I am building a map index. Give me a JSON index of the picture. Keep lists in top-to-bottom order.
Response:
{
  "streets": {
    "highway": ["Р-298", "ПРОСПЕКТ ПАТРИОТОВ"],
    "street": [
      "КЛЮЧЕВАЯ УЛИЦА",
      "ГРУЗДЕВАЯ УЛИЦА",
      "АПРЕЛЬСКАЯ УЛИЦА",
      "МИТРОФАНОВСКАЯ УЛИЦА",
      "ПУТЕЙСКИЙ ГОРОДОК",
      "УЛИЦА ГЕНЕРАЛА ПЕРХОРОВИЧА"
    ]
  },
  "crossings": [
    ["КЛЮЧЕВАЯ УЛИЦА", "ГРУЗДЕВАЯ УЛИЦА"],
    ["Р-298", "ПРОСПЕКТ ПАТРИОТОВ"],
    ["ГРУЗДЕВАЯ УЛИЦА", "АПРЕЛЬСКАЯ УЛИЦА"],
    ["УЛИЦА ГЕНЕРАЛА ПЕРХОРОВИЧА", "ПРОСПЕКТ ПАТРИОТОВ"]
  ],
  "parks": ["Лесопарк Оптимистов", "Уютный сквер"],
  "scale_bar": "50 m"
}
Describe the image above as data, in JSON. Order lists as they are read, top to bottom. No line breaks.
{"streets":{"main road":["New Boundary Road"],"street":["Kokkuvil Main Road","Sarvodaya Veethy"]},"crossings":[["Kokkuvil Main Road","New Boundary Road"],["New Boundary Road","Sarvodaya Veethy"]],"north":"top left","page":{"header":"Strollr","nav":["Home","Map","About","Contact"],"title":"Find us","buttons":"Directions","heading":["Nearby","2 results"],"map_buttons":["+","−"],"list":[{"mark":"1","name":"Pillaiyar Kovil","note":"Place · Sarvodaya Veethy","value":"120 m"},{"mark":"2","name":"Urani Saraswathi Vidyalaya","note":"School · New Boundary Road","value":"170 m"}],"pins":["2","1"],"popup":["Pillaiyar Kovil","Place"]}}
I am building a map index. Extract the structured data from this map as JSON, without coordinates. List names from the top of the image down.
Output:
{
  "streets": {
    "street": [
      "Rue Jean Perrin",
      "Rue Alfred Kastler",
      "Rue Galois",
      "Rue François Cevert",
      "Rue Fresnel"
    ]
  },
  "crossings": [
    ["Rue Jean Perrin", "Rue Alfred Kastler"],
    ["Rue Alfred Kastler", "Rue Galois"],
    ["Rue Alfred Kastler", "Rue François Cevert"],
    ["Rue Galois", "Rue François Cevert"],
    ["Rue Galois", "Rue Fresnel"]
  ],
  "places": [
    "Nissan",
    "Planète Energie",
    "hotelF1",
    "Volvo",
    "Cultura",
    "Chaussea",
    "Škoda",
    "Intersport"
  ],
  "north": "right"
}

★ ★ ★ ★

* [Try it]: Every entry is to be restated exactly, with no line dropped.

* [Answer space]:
I am building a map index. Give me a JSON index of the picture. Keep lists in top-to-bottom order.
Response:
{
  "streets": {
    "highway": ["Р-298", "ПРОСПЕКТ ПАТРИОТОВ"],
    "street": [
      "КЛЮЧЕВАЯ УЛИЦА",
      "ГРУЗДЕВАЯ УЛИЦА",
      "АПРЕЛЬСКАЯ УЛИЦА",
      "МИТРОФАНОВСКАЯ УЛИЦА",
      "ПУТЕЙСКИЙ ГОРОДОК",
      "УЛИЦА ГЕНЕРАЛА ПЕРХОРОВИЧА"
    ]
  },
  "crossings": [
    ["КЛЮЧЕВАЯ УЛИЦА", "ГРУЗДЕВАЯ УЛИЦА"],
    ["Р-298", "ПРОСПЕКТ ПАТРИОТОВ"],
    ["ГРУЗДЕВАЯ УЛИЦА", "АПРЕЛЬСКАЯ УЛИЦА"],
    ["УЛИЦА ГЕНЕРАЛА ПЕРХОРОВИЧА", "ПРОСПЕКТ ПАТРИОТОВ"]
  ],
  "parks": ["Лесопарк Оптимистов", "Уютный сквер"],
  "scale_bar": "50 m"
}
Describe the image above as data, in JSON. Order lists as they are read, top to bottom. No line breaks.
{"streets":{"main road":["New Boundary Road"],"street":["Kokkuvil Main Road","Sarvodaya Veethy"]},"crossings":[["Kokkuvil Main Road","New Boundary Road"],["New Boundary Road","Sarvodaya Veethy"]],"north":"top left","page":{"header":"Strollr","nav":["Home","Map","About","Contact"],"title":"Find us","buttons":"Directions","heading":["Nearby","2 results"],"map_buttons":["+","−"],"list":[{"mark":"1","name":"Pillaiyar Kovil","note":"Place · Sarvodaya Veethy","value":"120 m"},{"mark":"2","name":"Urani Saraswathi Vidyalaya","note":"School · New Boundary Road","value":"170 m"}],"pins":["2","1"],"popup":["Pillaiyar Kovil","Place"]}}
I am building a map index. Extract the structured data from this map as JSON, without coordinates. List names from the top of the image down.
Output:
{
  "streets": {
    "street": [
      "Rue Jean Perrin",
      "Rue Alfred Kastler",
      "Rue Galois",
      "Rue François Cevert",
      "Rue Fresnel"
    ]
  },
  "crossings": [
    ["Rue Jean Perrin", "Rue Alfred Kastler"],
    ["Rue Alfred Kastler", "Rue Galois"],
    ["Rue Alfred Kastler", "Rue François Cevert"],
    ["Rue Galois", "Rue François Cevert"],
    ["Rue Galois", "Rue Fresnel"]
  ],
  "places": [
    "Nissan",
    "Planète Energie",
    "hotelF1",
    "Volvo",
    "Cultura",
    "Chaussea",
    "Škoda",
    "Intersport"
  ],
  "north": "right"
}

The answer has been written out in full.